I want transparency and accountability from UVA

Anonymous
Anonymous wrote:
Anonymous wrote:I don’t want Dean J’s cute little videos about their holistic approach and how they want to see this and that from a student. I don’t need dean j at all. For in state admissions I want a formula. Kid took these classes, got these grades, got that SAT, then guaranteed admission to UVA or WM or Vtech or whatever other VA state school, end of story. Otherwise you are not getting my tax dollars.


You pretty much ARE guaranteed a spot at a Virginia public school if you really want one. But a lot of people are too name obsessed to consider some of them. There are too many people to let all high school graduates have a spot at the three big names, of course.

Who is making you watch Dean J's videos? If you don't want them, don't watch them.



There are 31 public institutions of higher learning in Virginia (including community colleges with transfer agreements to UVA and the other four year schools). There’s something for everyone. We are blessed to have so many options in Virginia
Anonymous
Anonymous wrote:
Anonymous wrote:
Anonymous wrote:
Anonymous wrote:I don’t want Dean J’s cute little videos about their holistic approach and how they want to see this and that from a student. I don’t need dean j at all. For in state admissions I want a formula. Kid took these classes, got these grades, got that SAT, then guaranteed admission to UVA or WM or Vtech or whatever other VA state school, end of story. Otherwise you are not getting my tax dollars.


Sounds like what you really want is a guarantee that your kid gets into UVA. Here's a cheaper, faster, more practical solution: open your mindset to seeing success at many VA colleges. Trust that your kid is capable enough to be successful wherever he or she goes!
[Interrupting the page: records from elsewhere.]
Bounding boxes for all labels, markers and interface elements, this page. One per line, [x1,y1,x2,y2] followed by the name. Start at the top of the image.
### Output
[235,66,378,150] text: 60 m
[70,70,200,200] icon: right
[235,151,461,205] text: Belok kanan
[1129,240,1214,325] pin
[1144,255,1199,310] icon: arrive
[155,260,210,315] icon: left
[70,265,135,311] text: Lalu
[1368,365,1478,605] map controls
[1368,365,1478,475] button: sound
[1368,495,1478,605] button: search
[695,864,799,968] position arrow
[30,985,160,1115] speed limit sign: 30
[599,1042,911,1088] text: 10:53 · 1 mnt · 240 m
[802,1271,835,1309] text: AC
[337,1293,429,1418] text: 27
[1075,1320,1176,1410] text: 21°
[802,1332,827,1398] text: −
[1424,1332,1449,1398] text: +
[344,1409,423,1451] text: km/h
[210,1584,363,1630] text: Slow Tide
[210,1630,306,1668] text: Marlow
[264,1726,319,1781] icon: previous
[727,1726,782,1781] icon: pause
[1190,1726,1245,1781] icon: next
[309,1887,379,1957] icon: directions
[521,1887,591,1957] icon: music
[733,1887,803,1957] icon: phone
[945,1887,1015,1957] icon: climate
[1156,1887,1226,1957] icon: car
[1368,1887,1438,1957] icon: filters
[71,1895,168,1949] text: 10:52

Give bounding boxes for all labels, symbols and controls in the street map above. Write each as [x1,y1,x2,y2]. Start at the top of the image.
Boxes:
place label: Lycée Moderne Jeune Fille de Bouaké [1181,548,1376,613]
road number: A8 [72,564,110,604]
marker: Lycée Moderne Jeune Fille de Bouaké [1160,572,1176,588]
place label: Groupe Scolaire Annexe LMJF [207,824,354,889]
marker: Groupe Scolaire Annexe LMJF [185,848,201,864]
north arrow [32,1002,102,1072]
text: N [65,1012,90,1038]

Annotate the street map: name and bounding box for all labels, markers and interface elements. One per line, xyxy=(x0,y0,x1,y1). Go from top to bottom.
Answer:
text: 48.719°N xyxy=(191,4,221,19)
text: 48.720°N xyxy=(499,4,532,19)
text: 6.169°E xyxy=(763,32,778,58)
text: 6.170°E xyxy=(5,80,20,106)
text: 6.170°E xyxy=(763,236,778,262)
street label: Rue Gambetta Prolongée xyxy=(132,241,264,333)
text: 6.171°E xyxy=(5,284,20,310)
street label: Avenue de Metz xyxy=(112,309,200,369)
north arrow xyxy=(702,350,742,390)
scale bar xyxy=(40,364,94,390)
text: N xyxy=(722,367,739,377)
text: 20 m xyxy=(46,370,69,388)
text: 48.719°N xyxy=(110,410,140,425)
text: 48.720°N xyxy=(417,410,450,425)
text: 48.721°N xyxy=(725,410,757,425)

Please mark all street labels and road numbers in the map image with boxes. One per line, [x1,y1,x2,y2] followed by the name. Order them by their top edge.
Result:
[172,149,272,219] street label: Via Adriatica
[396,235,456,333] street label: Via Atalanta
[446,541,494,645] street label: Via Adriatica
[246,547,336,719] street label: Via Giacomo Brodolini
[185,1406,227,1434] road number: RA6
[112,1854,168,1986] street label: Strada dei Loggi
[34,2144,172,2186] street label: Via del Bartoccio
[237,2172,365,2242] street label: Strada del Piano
It's liberating when you expand the number of acceptable pathways!


+1

There is an admissions guarantee at UVA, but as PP have pointed out, a lot of people won't even consider it worthy of their kid. They list courses and grades needed for guaranteed admission.

https://admission.virginia.edu/transfer/guaranteed-transfer-admission



Yes! Secret is out!


It is great there is such an option for kids who need more time to come up to speed academically or who are in a very unfortunate financial/personal position to start a four year college. It is silly to suggest this route to academically high achieving kids.
Anonymous
Anonymous wrote:
Anonymous wrote:I don’t want Dean J’s cute little videos about their holistic approach and how they want to see this and that from a student. I don’t need dean j at all. For in state admissions I want a formula. Kid took these classes, got these grades, got that SAT, then guaranteed admission to UVA or WM or Vtech or whatever other VA state school, end of story. Otherwise you are not getting my tax dollars.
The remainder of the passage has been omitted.